Large scale extrapolations resulting from a calibration process done with small sized reference structures have to be taken with care. Because of the drop of surface to volume ratios the most important requirement for such a strategy is to have the individual terms properly analyzed whether they scale with the volume, or the surface. For PB/BEM the question reduces to the cavitation term, since the remainder is mainly a function of Coulombic interactions. As that particular aspect has been carefully analyzed in previous studies³⁴ we are confident that a large-scale extrapolation actually works in the way suggested in eq. 1.
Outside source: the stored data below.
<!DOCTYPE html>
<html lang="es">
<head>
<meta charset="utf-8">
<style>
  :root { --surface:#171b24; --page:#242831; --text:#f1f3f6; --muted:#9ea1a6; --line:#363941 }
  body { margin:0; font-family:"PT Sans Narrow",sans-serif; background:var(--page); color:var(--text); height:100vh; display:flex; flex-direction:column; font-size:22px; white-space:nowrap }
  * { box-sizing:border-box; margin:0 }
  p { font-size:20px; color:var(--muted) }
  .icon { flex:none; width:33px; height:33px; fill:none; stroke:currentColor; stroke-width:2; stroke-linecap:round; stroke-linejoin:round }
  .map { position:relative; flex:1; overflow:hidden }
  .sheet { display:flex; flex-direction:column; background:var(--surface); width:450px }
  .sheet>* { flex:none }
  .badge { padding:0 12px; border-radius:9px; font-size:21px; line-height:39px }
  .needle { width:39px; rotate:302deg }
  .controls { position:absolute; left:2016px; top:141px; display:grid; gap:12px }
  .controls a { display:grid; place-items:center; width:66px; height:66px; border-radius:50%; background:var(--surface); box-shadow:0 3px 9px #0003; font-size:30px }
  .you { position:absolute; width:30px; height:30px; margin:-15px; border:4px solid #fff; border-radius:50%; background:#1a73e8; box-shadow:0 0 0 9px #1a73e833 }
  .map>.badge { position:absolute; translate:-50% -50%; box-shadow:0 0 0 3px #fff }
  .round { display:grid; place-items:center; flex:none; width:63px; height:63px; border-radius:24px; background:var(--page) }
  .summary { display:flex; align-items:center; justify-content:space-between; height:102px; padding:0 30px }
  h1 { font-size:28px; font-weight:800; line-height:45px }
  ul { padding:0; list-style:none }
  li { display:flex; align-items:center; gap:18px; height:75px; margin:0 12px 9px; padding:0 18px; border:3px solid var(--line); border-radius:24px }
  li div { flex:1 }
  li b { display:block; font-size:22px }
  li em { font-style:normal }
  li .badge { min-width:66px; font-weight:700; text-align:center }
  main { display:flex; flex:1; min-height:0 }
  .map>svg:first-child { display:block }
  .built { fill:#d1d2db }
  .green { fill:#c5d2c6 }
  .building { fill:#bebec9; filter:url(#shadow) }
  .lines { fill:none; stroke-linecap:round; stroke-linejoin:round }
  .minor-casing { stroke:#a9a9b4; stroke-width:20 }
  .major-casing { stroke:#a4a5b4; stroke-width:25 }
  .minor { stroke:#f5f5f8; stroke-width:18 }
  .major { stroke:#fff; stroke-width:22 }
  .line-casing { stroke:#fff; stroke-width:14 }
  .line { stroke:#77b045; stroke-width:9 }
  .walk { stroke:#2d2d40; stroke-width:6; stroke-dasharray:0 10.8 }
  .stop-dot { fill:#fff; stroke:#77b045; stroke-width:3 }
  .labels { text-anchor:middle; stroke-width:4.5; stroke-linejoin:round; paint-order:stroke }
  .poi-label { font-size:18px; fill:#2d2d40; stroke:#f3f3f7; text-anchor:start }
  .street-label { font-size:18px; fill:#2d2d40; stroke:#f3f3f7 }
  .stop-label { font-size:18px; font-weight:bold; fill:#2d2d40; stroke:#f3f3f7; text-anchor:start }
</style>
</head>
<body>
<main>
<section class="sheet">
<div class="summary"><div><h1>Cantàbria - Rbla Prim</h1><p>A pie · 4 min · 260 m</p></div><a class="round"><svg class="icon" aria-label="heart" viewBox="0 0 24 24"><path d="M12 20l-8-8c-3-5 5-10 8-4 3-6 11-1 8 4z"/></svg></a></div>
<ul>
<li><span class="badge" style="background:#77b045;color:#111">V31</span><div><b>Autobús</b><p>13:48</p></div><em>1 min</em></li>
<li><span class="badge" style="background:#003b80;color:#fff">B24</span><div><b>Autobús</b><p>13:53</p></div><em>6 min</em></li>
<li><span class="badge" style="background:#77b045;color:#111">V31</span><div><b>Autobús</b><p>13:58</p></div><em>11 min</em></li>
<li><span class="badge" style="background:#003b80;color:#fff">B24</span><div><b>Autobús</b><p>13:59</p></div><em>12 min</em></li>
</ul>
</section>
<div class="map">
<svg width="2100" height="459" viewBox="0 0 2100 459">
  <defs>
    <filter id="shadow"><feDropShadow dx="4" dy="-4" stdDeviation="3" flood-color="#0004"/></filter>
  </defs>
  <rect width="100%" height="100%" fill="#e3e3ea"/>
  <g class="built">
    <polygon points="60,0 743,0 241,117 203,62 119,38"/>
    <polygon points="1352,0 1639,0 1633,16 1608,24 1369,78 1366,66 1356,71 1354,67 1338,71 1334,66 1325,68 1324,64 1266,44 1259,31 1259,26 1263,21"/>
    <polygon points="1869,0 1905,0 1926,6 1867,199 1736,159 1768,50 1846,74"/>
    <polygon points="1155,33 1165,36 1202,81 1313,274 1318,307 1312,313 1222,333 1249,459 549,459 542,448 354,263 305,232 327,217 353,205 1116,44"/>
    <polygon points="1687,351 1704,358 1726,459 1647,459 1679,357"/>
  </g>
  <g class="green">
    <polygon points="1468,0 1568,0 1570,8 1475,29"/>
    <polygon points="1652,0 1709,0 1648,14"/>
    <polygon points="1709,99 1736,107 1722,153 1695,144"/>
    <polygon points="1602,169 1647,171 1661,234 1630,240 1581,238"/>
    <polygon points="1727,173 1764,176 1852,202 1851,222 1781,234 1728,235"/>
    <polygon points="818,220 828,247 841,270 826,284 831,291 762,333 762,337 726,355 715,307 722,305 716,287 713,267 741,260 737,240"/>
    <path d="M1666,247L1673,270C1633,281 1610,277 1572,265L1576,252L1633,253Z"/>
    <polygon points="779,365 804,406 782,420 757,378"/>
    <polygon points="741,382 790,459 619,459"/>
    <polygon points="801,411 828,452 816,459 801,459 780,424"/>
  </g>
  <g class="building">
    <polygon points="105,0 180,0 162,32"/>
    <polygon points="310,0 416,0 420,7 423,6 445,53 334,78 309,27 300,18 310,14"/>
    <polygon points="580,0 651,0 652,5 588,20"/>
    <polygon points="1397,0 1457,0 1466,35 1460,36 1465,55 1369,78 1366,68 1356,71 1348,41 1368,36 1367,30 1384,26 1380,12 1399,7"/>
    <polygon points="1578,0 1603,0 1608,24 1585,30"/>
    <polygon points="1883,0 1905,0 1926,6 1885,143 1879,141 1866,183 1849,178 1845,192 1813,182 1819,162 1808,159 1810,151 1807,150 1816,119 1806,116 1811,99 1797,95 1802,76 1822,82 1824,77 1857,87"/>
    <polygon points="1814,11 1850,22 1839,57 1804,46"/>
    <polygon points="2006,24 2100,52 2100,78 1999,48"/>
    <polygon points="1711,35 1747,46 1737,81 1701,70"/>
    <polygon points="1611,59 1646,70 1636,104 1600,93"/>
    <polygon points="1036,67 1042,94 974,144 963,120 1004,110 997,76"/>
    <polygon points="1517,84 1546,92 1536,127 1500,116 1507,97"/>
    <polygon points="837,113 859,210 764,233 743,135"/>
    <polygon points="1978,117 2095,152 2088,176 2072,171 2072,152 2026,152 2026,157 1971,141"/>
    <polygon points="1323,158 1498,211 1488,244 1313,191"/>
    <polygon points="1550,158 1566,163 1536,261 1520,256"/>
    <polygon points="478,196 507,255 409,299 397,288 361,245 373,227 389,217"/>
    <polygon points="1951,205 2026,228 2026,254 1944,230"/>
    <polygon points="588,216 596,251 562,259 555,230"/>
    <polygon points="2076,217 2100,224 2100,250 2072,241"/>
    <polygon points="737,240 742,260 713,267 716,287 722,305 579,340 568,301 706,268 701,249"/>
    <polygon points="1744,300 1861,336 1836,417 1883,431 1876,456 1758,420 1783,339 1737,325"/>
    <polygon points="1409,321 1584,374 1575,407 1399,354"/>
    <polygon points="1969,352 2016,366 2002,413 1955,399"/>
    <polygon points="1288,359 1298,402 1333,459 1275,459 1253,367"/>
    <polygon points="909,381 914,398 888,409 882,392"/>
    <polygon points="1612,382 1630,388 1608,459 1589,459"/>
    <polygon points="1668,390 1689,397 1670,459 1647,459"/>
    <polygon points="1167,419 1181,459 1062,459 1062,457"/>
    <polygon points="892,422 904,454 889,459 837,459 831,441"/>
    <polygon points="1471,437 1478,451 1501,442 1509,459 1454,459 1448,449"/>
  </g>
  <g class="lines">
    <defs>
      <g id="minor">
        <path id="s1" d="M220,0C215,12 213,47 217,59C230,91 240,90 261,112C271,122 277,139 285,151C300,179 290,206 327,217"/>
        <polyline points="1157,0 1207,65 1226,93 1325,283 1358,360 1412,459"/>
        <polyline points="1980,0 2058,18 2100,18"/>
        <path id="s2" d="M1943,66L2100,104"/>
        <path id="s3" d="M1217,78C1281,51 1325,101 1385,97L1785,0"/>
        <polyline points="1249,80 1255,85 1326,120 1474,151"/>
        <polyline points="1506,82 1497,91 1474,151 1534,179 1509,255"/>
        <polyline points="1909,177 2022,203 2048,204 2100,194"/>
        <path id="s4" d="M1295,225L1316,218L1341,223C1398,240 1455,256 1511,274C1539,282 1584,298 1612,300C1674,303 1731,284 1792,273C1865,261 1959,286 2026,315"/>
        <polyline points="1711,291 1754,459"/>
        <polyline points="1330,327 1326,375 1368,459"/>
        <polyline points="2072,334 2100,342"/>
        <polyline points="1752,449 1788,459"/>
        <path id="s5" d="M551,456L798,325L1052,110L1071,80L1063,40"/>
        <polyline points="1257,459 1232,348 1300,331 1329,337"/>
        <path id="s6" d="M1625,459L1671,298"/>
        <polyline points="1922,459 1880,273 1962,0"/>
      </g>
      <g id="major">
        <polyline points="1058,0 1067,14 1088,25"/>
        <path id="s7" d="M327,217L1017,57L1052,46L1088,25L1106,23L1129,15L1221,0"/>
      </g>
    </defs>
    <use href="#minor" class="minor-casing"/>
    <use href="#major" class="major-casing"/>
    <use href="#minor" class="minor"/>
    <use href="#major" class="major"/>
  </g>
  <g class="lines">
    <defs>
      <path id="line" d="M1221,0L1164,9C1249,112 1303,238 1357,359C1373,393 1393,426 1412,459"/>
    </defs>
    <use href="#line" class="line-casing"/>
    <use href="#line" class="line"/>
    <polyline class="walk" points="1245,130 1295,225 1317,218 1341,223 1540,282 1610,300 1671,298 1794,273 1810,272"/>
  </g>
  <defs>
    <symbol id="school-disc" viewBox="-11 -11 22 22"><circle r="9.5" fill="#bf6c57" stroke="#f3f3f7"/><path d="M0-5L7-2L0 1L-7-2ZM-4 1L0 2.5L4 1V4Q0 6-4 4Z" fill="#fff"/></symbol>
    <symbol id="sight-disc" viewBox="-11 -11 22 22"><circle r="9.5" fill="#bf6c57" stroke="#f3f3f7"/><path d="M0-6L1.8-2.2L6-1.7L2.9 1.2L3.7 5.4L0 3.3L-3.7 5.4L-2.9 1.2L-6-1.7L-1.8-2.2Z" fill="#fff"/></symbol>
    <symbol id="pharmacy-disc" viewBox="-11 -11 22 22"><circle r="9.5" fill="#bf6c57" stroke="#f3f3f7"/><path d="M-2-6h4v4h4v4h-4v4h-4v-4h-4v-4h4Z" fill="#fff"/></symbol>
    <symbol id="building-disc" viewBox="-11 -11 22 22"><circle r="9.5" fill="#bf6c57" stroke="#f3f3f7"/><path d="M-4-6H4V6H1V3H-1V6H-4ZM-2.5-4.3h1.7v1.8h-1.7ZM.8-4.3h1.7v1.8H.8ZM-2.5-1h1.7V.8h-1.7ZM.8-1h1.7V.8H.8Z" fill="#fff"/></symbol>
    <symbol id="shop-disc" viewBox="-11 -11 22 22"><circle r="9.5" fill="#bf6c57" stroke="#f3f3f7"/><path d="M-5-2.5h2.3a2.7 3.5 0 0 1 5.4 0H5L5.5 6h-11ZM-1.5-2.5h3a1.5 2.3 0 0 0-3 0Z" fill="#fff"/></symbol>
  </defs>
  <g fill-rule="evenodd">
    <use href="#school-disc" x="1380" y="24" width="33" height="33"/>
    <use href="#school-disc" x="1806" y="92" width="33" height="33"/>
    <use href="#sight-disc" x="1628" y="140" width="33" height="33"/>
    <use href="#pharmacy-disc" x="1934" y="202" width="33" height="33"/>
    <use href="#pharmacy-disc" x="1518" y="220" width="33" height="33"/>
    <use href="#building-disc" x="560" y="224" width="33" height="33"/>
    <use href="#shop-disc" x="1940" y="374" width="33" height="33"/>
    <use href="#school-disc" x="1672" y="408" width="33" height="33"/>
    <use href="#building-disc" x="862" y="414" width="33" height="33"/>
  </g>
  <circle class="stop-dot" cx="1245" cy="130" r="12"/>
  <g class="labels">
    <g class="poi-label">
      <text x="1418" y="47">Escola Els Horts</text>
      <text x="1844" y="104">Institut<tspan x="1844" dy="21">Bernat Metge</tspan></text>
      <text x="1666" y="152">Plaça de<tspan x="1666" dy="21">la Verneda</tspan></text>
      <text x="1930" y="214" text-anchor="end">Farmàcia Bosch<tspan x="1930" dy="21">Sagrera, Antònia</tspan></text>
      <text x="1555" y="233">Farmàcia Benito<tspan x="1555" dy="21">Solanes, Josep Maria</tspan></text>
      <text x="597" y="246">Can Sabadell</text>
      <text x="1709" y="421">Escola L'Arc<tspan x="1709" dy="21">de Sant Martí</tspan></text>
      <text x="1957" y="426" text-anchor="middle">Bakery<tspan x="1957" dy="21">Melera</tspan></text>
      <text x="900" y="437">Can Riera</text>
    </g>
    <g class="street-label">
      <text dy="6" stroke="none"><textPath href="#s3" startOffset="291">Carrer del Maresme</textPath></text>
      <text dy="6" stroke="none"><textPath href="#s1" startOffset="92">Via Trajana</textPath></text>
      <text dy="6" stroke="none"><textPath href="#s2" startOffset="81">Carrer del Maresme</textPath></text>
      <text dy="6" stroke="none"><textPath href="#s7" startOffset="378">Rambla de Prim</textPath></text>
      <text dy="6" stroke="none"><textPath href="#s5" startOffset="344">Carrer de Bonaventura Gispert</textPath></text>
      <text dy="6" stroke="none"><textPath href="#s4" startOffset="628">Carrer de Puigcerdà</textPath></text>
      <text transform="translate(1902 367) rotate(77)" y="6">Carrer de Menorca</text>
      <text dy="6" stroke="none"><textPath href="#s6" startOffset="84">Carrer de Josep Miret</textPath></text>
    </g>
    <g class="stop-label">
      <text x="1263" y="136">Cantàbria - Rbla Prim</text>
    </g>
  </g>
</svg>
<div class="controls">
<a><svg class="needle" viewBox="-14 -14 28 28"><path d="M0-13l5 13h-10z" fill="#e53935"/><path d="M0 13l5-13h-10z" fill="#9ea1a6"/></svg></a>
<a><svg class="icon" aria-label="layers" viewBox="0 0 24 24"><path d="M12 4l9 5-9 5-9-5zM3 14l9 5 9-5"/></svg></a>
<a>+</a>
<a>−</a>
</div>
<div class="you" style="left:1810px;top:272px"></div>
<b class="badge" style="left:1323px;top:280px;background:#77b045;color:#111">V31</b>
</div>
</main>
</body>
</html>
A final remark may be relevant with regard to the discrepancy seen in using classic AMBER partial charges versus semi-empirical PM5 charges. Intuitively, one is tempted to believe stronger in the PM5 results. There might however also be a small drift in energies introduced by PM5/PM3 models as has been observed within an independent series of single point calculations (see supplementary material Figure VIII).

5 Conclusion

Consideration of dispersion effects within a physics-based continuum solvation model significantly improves accuracy and general applicability of such an approach. The proposed method follows a proven concept⁴¹ and is easily implemented into existing models. Generalization to different treatments of dispersion as well as extension to non-aqueous solvents is straightforward.